The center of the image is at 512,5 x 384,5. If you do not agree with calculation to find the middle of the image, then by all means please say so, for I myself cannot remove doubt from my mind even though I have the proof of it laid down before me in the form of a drawing.
But then the pixel at the top left corner is then at a distance of:
square root of (512,5² + 384,5²) = root of 410496.5 = 640.7000078. I then use that for my formula to calculate what value it should be (the superlorentzian formula). These coordinates will then also ofcourse work for the bottom right, bottem left and top right of the image, since these are at a distance that is the same size.
Then I perform the same calculation but then I take pixel next to it: it will be at a distance of which the horizontal and vertical components are also known.
The first pixel was at a distance of 512,5 horizontal and 384,5 vertical
The second pixel was at a distance of 511,5 and 384,5 vertical
The third was at a distance of 510,5 and 384,5 vertical
The fourth pixel is at a distance of 509,5 horizontal and 384,5 vertical
I am thus now 'counting down' from the known coordinates from the top-left all the way until -512,5 and 384,5 vertical.
When that point (the point -512,5 x 384,5) is reached I go down one part vertical.
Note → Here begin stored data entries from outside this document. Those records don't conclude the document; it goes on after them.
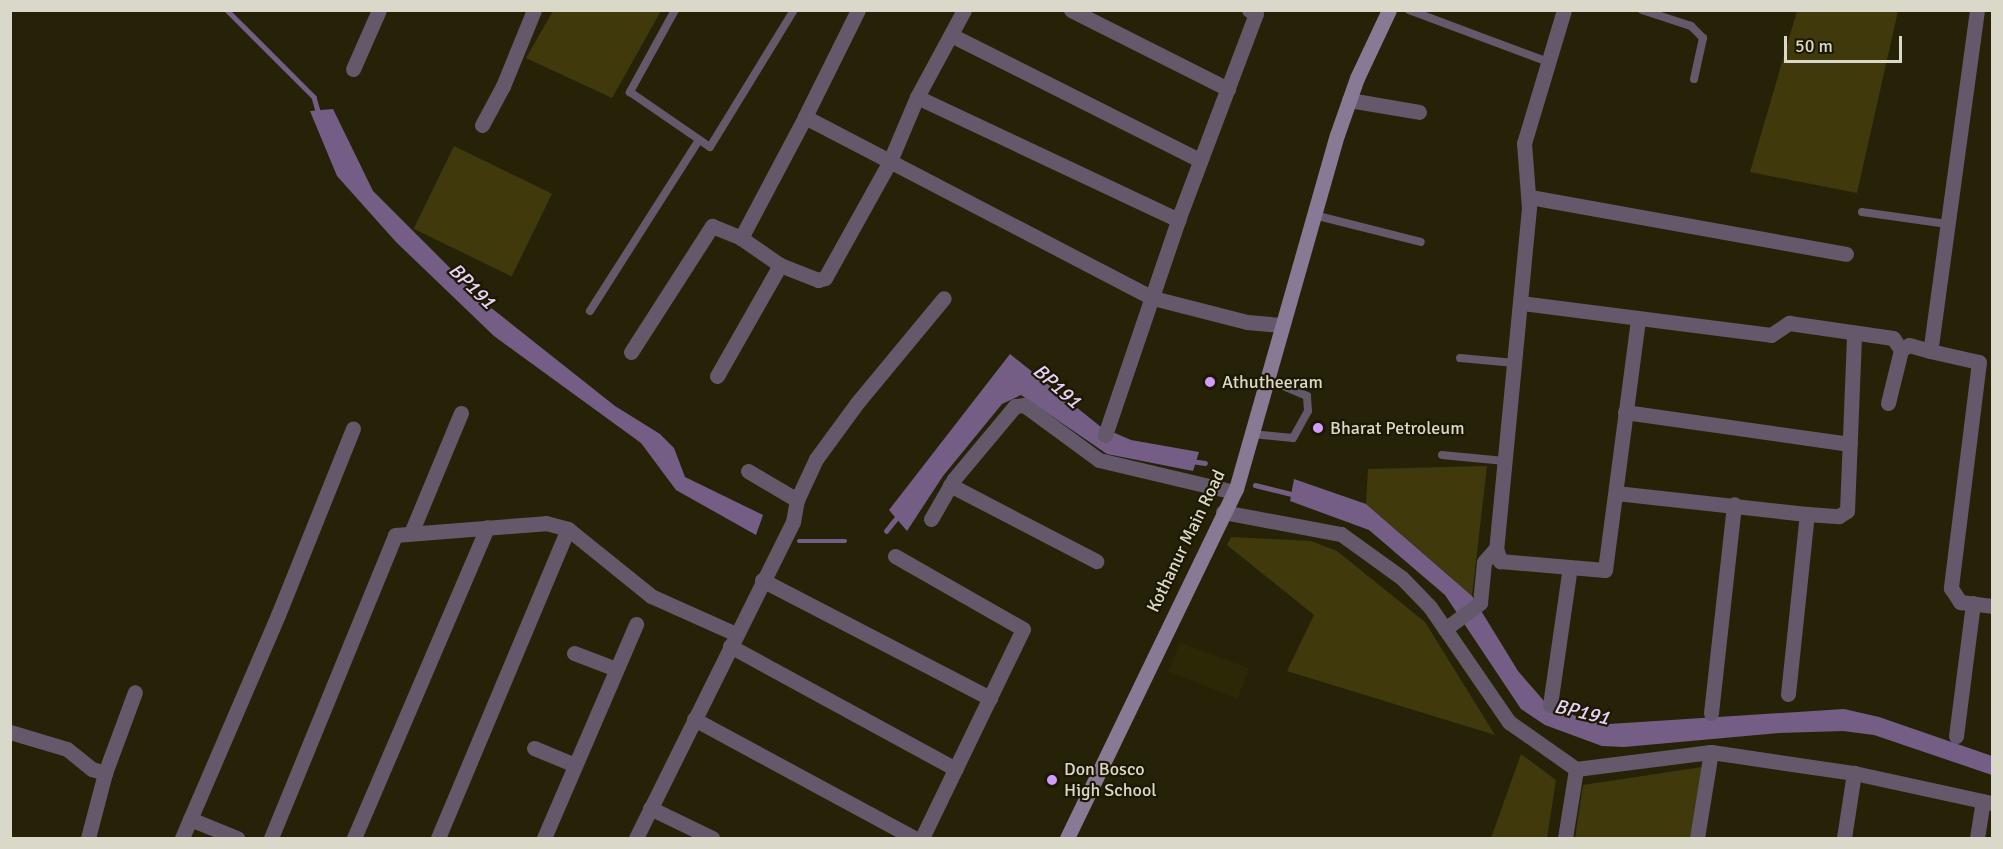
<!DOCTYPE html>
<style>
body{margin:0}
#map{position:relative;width:2003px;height:849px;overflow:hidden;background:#262208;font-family:Signika,sans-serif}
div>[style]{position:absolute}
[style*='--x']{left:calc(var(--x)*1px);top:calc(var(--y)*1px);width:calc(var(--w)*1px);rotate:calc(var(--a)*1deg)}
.built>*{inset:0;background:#2c2705;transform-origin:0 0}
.green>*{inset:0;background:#40390b;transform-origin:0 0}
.water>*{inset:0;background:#745e86}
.stream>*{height:4.5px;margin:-2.25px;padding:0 2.25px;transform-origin:2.25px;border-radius:2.25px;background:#745e86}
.service>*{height:8px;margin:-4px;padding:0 4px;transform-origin:4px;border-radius:4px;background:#63596b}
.minor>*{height:15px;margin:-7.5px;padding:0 7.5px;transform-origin:7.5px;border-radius:7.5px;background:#63596b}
.secondary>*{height:15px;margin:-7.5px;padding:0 7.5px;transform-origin:7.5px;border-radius:7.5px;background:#887995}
.dots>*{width:16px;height:16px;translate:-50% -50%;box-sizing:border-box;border:3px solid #1c1801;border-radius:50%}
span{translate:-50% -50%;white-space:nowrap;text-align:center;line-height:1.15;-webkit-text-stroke:4.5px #1c1801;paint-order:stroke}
.poi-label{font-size:18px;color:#dad9c9}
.left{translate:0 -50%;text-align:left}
.street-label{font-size:18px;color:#dad9c9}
.water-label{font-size:20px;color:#e8d2fa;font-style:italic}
.frame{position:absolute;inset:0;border:12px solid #dad9c9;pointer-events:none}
.scale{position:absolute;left:1784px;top:36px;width:118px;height:27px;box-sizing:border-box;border:3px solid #dad9c9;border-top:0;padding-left:8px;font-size:18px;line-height:21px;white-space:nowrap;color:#dad9c9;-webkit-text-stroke:4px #1c1801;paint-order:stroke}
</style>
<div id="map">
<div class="built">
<div style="left:1180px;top:642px;width:74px;height:32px;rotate:21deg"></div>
</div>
<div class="green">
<div style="clip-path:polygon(553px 11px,553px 10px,661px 11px,612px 98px,526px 58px)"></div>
<div style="clip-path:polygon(1797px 11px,1898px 11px,1857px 193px,1750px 172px)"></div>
<div style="left:454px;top:146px;width:109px;height:92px;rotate:26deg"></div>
<div style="clip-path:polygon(1487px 466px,1472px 596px,1366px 504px,1368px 469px)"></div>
<div style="clip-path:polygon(1231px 537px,1311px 541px,1337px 551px,1425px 622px,1495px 735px,1287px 671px,1314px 615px,1227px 545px)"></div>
<div style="clip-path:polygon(1521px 754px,1556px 780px,1547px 838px,1491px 838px)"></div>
<div style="clip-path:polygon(1702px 767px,1690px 838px,1575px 838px,1583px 785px)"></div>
</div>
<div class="water">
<div style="clip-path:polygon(333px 109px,373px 191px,485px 303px,615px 406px,660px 434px,674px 448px,685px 477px,763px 515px,756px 535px,676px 490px,641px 443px,494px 336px,396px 242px,337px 176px,310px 111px)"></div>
<div style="clip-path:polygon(1010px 354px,1101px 427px,1131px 440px,1199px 452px,1193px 471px,1107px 454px,1021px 395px,1002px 404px,943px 476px,907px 531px,889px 510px)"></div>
<div style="clip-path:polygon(1294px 479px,1366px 504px,1472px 596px,1518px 671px,1544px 701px,1586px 721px,1609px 724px,1844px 709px,1879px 717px,1992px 756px,1992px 775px,1874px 735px,1843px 731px,1779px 733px,1624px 747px,1602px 746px,1545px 725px,1521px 709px,1445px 595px,1369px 530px,1290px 501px)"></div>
</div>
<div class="stream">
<div style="--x:227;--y:10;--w:123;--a:45"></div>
<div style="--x:314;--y:97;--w:19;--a:74"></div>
<div style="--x:1191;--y:461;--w:14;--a:8"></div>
<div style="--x:1255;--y:485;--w:42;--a:13.7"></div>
<div style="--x:886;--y:531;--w:22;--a:-51"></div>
<div style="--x:799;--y:541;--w:46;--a:0"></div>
</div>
<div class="service">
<div style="--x:675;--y:10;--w:94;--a:118.8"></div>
<div style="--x:630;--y:92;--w:97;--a:34.5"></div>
<div style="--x:710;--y:147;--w:161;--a:-58.5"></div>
<div style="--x:1409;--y:10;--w:148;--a:20.5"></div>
<div style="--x:1642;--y:10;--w:52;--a:18.1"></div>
<div style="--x:1691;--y:26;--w:17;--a:45"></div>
<div style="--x:1703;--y:38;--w:42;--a:102.4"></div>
<div style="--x:1862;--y:212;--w:86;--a:8"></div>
<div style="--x:1314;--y:215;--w:110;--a:14.2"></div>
<div style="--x:590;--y:311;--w:203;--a:-57.5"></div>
<div style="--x:1460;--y:358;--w:55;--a:5.2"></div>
<div style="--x:1252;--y:434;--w:41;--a:5.6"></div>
<div style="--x:1293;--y:438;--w:31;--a:-61"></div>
<div style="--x:1308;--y:411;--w:15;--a:-94"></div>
<div style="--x:1307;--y:396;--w:43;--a:-157"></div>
<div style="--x:1442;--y:455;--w:63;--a:5.4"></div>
</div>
<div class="minor">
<div style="--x:858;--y:10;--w:119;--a:116.4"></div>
<div style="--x:805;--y:117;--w:392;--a:27.5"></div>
<div style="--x:1153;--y:298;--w:97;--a:14.3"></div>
<div style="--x:1247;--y:322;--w:35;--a:5"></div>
<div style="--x:1071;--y:10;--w:176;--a:26.7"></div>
<div style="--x:1564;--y:10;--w:139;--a:106.7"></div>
<div style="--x:1524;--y:143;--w:65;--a:85.6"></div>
<div style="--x:1529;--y:208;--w:342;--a:95.5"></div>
<div style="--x:1496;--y:548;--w:14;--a:73"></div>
<div style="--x:1500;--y:561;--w:105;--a:4.9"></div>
<div style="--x:1605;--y:570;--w:253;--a:-82.5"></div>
<div style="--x:1977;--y:10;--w:344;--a:97.8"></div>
<div style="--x:1930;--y:351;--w:50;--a:12.7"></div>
<div style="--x:1979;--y:362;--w:228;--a:97.1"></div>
<div style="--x:1951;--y:588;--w:17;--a:57"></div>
<div style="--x:1960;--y:602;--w:32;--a:7"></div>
<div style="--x:951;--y:35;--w:279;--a:26.7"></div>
<div style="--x:353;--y:69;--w:64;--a:-66.2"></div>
<div style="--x:917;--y:97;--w:289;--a:25.2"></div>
<div style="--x:1349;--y:100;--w:71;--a:9.7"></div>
<div style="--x:482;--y:125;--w:44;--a:-61.7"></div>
<div style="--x:503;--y:86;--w:82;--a:-67.8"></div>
<div style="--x:1530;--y:197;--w:321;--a:10.2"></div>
<div style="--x:741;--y:238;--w:137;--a:-62.1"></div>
<div style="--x:1522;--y:303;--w:251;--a:7.3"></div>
<div style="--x:1771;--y:335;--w:22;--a:-34"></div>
<div style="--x:1789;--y:323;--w:105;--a:8.2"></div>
<div style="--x:1893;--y:338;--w:14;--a:56"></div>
<div style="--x:631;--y:352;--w:150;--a:-57.3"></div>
<div style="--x:712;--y:226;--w:31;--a:22"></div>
<div style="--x:741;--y:238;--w:47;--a:34.7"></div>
<div style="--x:780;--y:265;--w:41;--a:21.5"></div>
<div style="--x:818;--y:280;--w:7;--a:-16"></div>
<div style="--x:825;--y:278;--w:134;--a:-60.9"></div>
<div style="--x:890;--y:161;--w:69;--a:-67.1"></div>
<div style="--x:917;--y:97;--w:99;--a:-61.6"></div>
<div style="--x:717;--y:376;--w:128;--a:-60.4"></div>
<div style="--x:1888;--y:403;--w:55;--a:-76.2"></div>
<div style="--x:1901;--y:350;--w:9;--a:-32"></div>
<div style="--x:1909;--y:345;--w:22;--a:16"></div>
<div style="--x:1625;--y:412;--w:227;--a:8.1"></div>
<div style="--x:1105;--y:435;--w:227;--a:-71.2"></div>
<div style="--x:1178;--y:220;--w:220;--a:-69.3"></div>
<div style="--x:1256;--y:14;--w:8;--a:-150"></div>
<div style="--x:748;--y:471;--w:57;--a:30.6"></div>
<div style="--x:950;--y:485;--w:165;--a:27.5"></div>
<div style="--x:1616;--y:493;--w:192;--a:6.3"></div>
<div style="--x:1807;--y:514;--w:32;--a:4"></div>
<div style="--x:1839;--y:516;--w:9;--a:-32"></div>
<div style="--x:1847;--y:511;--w:177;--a:-87.7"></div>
<div style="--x:1223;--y:512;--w:120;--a:10.6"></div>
<div style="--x:1341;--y:534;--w:75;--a:35.8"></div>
<div style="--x:1402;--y:578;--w:40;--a:46"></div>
<div style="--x:1430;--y:607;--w:140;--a:55.5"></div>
<div style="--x:1509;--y:722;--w:82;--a:35"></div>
<div style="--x:1576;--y:769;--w:136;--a:-7.2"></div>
<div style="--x:1711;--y:752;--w:145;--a:8.4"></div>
<div style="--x:1854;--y:773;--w:141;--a:12.3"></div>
<div style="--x:931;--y:519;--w:46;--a:-60.1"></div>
<div style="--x:954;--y:479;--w:95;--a:-50.1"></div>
<div style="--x:1015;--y:406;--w:9;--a:-6"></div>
<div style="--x:1024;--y:405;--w:93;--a:36.3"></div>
<div style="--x:1099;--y:460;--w:139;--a:13.3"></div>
<div style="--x:411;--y:533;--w:130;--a:-67.4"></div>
<div style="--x:895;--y:556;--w:147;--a:29.7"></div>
<div style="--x:1023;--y:629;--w:232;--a:115.8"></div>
<div style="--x:762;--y:580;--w:257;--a:27.4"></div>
<div style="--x:1445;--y:629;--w:44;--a:-36.6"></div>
<div style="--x:1480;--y:603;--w:41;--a:-84.4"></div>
<div style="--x:1484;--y:562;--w:18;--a:-49"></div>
<div style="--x:730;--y:646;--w:257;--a:28.6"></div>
<div style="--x:574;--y:653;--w:45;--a:20.9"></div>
<div style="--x:1788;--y:694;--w:181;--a:-84"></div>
<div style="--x:1550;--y:705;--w:139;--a:-81.8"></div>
<div style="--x:1711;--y:713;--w:210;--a:-83.7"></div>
<div style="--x:694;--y:719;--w:250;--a:28.4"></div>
<div style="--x:10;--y:732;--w:59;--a:16.6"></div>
<div style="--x:67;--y:749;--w:32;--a:39"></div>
<div style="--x:92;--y:769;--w:14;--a:17"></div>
<div style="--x:1956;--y:736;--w:134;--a:-82.7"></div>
<div style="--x:534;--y:748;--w:44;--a:22.5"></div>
<div style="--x:650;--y:808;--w:69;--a:25.8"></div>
<div style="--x:190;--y:819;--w:51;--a:22"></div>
<div style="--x:88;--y:838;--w:67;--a:-75.3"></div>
<div style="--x:105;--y:773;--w:86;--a:-69.7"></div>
<div style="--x:182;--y:838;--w:243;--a:-66.7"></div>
<div style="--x:278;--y:615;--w:201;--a:-68.1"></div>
<div style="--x:271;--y:838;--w:327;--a:-67.7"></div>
<div style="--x:395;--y:535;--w:151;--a:-4.5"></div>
<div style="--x:546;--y:523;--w:23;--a:15"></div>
<div style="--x:568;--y:529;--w:107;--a:38.9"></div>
<div style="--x:651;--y:596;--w:93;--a:24.1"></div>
<div style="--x:354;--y:838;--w:338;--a:-66.8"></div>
<div style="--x:438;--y:838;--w:335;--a:-67.2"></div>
<div style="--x:544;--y:838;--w:233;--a:-66.7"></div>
<div style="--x:636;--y:838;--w:353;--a:-63.6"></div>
<div style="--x:793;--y:522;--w:22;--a:-80"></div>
<div style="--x:797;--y:500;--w:45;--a:-65.1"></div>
<div style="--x:816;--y:459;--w:69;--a:-53.8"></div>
<div style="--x:857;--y:403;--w:136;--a:-50.4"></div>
<div style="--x:1565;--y:838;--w:70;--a:-80.9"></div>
<div style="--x:1697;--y:838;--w:87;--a:-80.8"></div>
<div style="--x:1844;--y:838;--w:66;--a:-81.3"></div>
<div style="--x:1977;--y:838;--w:37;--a:-81"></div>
</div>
<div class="secondary">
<div style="--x:1067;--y:838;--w:388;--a:-64.2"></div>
<div style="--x:1236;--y:489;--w:368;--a:-74.1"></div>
<div style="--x:1337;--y:135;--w:60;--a:-70.7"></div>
<div style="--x:1357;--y:78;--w:75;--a:-64.8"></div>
</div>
<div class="dots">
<div style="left:1210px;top:382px;background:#d39cfc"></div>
<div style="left:1318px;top:428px;background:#d39cfc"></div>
<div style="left:1052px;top:780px;background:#d39cfc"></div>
</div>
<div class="poi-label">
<span class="left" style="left:1222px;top:382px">Athutheeram</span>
<span class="left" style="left:1330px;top:428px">Bharat Petroleum</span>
<span class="left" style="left:1064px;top:780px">Don Bosco<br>High School</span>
</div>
<div class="street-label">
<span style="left:1186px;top:541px;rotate:-64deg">Kothanur Main Road</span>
</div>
<div class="water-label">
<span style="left:472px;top:286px;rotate:44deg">BP191</span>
<span style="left:1057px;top:386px;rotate:41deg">BP191</span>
<span style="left:1582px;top:712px;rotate:13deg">BP191</span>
</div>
<div class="frame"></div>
<div class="scale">50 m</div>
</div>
So I then use -512,5 horizontal and 383,5 vertical. That way I calculate down from 512,5 x 384,5 (top left corner) all the way until -512 horizontal and -384,5 vertical (bottom right corner).
This however is more of a 'brute force' method. Is this the most efficient way to do this? Or can Labview give me the values themselves without me having to presume their location (which is what I am basically doing right now).
Hey there! I made this small video in which I explain the entire thing about how how I want to calculate the 'length' of the vector. I add it to this message. I recorded it using my cellphone so sorry for the shakyness.
So instead of reading my previous lengthy reply, you can also watch the video.
My mobile phone however couldn't record the entire thing so it's cut off somewhere in the midst of my story. I will record and upload the next part in a moment.